== Saved data entries ==

------------------------------

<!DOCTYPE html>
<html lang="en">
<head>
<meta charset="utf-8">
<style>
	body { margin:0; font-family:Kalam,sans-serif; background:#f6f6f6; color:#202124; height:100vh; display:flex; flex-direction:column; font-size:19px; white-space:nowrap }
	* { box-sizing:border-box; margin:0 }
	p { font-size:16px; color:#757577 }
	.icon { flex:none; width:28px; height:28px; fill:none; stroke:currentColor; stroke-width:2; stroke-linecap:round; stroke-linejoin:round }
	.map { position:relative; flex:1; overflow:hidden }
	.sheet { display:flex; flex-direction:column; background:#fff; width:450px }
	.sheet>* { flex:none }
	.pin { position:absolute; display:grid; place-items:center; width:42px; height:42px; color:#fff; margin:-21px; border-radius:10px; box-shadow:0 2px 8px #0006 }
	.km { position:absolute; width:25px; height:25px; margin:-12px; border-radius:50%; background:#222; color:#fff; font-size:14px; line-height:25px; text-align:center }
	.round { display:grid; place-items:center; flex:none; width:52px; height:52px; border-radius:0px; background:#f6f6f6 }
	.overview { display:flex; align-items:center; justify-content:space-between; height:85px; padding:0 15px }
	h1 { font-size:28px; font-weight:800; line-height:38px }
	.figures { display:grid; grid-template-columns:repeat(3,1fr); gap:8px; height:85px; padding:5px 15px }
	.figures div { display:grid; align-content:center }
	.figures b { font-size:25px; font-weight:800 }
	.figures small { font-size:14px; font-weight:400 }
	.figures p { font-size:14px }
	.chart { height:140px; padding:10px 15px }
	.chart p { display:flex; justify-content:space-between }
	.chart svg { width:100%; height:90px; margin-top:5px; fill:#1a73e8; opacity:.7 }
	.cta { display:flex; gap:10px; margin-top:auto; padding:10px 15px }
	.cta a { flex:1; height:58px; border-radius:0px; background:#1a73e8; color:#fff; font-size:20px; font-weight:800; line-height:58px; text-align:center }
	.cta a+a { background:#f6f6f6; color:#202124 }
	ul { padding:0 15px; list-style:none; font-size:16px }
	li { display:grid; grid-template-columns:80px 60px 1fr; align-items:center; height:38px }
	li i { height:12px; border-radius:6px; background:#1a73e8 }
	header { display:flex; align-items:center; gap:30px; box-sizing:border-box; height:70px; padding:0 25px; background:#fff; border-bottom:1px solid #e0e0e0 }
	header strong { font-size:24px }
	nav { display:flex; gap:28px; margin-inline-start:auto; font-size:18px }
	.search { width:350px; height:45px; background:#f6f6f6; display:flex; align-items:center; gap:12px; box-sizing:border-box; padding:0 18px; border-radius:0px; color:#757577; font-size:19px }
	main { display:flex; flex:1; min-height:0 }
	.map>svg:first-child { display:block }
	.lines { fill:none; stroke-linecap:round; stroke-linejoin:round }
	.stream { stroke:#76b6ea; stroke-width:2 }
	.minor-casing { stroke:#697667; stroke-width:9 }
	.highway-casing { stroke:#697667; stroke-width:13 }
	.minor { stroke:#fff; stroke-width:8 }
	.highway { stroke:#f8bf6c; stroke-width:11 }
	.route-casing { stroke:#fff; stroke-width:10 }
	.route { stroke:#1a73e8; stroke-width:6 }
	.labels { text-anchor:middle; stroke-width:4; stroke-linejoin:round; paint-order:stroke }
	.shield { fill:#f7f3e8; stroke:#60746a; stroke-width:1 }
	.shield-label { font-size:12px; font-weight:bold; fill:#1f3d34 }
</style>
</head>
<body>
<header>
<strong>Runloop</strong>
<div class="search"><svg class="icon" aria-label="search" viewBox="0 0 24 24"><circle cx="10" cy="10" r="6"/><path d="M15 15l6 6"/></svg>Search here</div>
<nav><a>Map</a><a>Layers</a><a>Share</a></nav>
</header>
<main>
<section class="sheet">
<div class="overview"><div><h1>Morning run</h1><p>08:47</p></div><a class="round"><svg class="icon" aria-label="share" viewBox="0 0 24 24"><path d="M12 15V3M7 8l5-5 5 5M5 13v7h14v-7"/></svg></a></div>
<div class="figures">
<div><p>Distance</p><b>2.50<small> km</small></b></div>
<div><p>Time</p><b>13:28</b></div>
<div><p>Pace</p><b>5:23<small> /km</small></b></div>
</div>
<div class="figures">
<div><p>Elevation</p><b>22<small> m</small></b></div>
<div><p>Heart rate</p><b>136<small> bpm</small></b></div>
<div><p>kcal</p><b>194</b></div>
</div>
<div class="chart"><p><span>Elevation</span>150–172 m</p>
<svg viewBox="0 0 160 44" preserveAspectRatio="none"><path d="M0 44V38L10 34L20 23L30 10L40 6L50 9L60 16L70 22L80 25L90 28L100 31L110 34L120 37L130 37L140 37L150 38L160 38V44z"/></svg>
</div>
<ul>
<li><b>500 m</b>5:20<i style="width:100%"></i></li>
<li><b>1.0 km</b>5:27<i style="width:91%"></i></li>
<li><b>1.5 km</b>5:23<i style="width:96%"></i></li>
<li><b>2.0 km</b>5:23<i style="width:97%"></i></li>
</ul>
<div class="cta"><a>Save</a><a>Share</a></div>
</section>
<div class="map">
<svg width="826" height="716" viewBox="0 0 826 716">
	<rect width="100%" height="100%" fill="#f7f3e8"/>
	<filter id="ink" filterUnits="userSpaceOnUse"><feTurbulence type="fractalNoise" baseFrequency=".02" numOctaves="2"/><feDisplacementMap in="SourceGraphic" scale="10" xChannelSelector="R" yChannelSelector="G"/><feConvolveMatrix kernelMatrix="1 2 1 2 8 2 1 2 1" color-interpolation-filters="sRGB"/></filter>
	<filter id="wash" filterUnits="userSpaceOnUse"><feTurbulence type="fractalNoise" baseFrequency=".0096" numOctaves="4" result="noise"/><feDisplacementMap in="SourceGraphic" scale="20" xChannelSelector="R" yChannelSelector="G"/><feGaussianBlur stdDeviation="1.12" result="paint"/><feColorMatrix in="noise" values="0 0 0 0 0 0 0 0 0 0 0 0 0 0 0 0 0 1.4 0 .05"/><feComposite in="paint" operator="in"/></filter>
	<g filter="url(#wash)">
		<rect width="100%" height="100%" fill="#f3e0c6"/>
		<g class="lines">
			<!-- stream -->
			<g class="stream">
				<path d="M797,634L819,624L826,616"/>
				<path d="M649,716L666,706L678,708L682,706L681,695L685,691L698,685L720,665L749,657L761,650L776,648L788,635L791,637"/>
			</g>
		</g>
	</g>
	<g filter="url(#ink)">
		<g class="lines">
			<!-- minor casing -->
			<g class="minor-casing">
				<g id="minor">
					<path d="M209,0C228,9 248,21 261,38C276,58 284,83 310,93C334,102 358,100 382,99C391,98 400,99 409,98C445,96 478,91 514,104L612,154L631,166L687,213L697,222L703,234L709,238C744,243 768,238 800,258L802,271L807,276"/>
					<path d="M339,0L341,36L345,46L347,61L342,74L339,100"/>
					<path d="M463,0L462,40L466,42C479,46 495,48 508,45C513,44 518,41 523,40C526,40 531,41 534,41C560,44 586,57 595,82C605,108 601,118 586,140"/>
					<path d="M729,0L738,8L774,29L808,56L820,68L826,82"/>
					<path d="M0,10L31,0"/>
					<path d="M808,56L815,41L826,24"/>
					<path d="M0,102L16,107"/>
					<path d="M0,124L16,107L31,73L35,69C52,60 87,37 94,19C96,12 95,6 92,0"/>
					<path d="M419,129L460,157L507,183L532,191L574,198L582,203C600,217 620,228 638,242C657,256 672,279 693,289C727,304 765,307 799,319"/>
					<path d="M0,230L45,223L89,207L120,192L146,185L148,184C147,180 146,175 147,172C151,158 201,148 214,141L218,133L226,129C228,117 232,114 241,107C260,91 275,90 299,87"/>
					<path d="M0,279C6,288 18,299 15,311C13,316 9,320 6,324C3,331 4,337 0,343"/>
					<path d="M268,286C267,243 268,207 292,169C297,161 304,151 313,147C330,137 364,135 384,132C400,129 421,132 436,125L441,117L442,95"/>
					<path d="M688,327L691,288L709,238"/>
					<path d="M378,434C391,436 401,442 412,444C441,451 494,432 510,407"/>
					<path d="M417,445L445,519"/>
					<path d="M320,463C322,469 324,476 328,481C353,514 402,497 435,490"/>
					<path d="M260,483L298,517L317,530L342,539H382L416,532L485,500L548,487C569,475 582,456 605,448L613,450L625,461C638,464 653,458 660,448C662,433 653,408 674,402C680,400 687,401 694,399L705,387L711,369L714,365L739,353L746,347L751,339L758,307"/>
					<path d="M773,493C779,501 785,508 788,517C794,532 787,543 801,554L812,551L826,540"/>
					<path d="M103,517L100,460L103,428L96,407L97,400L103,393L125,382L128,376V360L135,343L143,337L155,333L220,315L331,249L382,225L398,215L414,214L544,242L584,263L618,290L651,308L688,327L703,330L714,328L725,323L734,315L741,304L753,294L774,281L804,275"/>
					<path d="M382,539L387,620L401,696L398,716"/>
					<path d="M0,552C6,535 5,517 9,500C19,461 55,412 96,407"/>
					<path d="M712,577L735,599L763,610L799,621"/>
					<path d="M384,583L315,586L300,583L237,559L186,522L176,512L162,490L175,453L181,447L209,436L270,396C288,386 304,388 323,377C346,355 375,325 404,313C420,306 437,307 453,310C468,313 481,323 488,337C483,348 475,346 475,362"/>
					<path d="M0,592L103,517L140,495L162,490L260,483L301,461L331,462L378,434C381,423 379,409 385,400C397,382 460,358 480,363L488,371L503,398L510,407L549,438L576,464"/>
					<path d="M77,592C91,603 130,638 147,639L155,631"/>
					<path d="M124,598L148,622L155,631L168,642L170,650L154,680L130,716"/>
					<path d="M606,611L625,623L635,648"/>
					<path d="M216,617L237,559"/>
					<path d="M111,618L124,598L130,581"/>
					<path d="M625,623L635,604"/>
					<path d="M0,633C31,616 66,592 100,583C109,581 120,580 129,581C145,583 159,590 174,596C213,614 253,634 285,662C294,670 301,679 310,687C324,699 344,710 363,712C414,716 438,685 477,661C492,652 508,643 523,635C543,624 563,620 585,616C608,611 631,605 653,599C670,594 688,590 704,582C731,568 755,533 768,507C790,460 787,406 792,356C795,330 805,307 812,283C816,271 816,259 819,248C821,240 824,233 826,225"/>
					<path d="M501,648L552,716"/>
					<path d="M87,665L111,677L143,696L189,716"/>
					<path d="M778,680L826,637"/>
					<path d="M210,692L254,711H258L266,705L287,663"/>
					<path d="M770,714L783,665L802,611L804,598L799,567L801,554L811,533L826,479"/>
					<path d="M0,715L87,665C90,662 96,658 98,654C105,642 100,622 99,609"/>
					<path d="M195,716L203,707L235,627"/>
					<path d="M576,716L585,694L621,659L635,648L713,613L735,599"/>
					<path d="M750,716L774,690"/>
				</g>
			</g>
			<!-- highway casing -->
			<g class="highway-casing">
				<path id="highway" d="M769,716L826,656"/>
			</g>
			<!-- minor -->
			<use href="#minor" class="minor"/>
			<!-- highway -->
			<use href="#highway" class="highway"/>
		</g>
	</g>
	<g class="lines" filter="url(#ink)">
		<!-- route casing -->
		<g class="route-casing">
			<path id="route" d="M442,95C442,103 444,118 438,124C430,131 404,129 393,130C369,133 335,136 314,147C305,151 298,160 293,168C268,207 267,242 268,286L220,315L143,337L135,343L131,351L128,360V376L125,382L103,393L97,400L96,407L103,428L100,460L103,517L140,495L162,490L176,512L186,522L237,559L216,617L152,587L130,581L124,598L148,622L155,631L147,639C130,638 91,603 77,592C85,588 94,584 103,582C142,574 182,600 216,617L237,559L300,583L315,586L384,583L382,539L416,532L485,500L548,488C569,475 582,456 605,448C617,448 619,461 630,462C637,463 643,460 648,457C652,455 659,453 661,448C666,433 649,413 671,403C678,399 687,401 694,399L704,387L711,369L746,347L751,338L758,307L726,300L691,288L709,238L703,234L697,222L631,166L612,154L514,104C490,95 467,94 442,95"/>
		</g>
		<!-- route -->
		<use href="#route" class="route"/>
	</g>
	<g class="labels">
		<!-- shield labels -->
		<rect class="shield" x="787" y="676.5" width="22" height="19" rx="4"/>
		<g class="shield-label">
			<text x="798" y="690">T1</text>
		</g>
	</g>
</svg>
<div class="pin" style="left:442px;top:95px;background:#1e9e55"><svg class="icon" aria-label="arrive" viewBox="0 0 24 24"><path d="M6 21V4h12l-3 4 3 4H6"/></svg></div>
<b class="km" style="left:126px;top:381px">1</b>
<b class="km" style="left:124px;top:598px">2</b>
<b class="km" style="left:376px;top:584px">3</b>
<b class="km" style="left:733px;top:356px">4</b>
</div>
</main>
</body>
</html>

------------------------------

== What you are asked to do ==
Repeat, exactly as they stand above, the lines from the line with "display:flex; gap:28px; margin-inline-start:auto;" to the line with "<strong>Runloop</strong>", both lines included.

== Result ==
	nav { display:flex; gap:28px; margin-inline-start:auto; font-size:18px }
	.search { width:350px; height:45px; background:#f6f6f6; display:flex; align-items:center; gap:12px; box-sizing:border-box; padding:0 18px; border-radius:0px; color:#757577; font-size:19px }
	main { display:flex; flex:1; min-height:0 }
	.map>svg:first-child { display:block }
	.lines { fill:none; stroke-linecap:round; stroke-linejoin:round }
	.stream { stroke:#76b6ea; stroke-width:2 }
	.minor-casing { stroke:#697667; stroke-width:9 }
	.highway-casing { stroke:#697667; stroke-width:13 }
	.minor { stroke:#fff; stroke-width:8 }
	.highway { stroke:#f8bf6c; stroke-width:11 }
	.route-casing { stroke:#fff; stroke-width:10 }
	.route { stroke:#1a73e8; stroke-width:6 }
	.labels { text-anchor:middle; stroke-width:4; stroke-linejoin:round; paint-order:stroke }
	.shield { fill:#f7f3e8; stroke:#60746a; stroke-width:1 }
	.shield-label { font-size:12px; font-weight:bold; fill:#1f3d34 }
</style>
</head>
<body>
<header>
<strong>Runloop</strong>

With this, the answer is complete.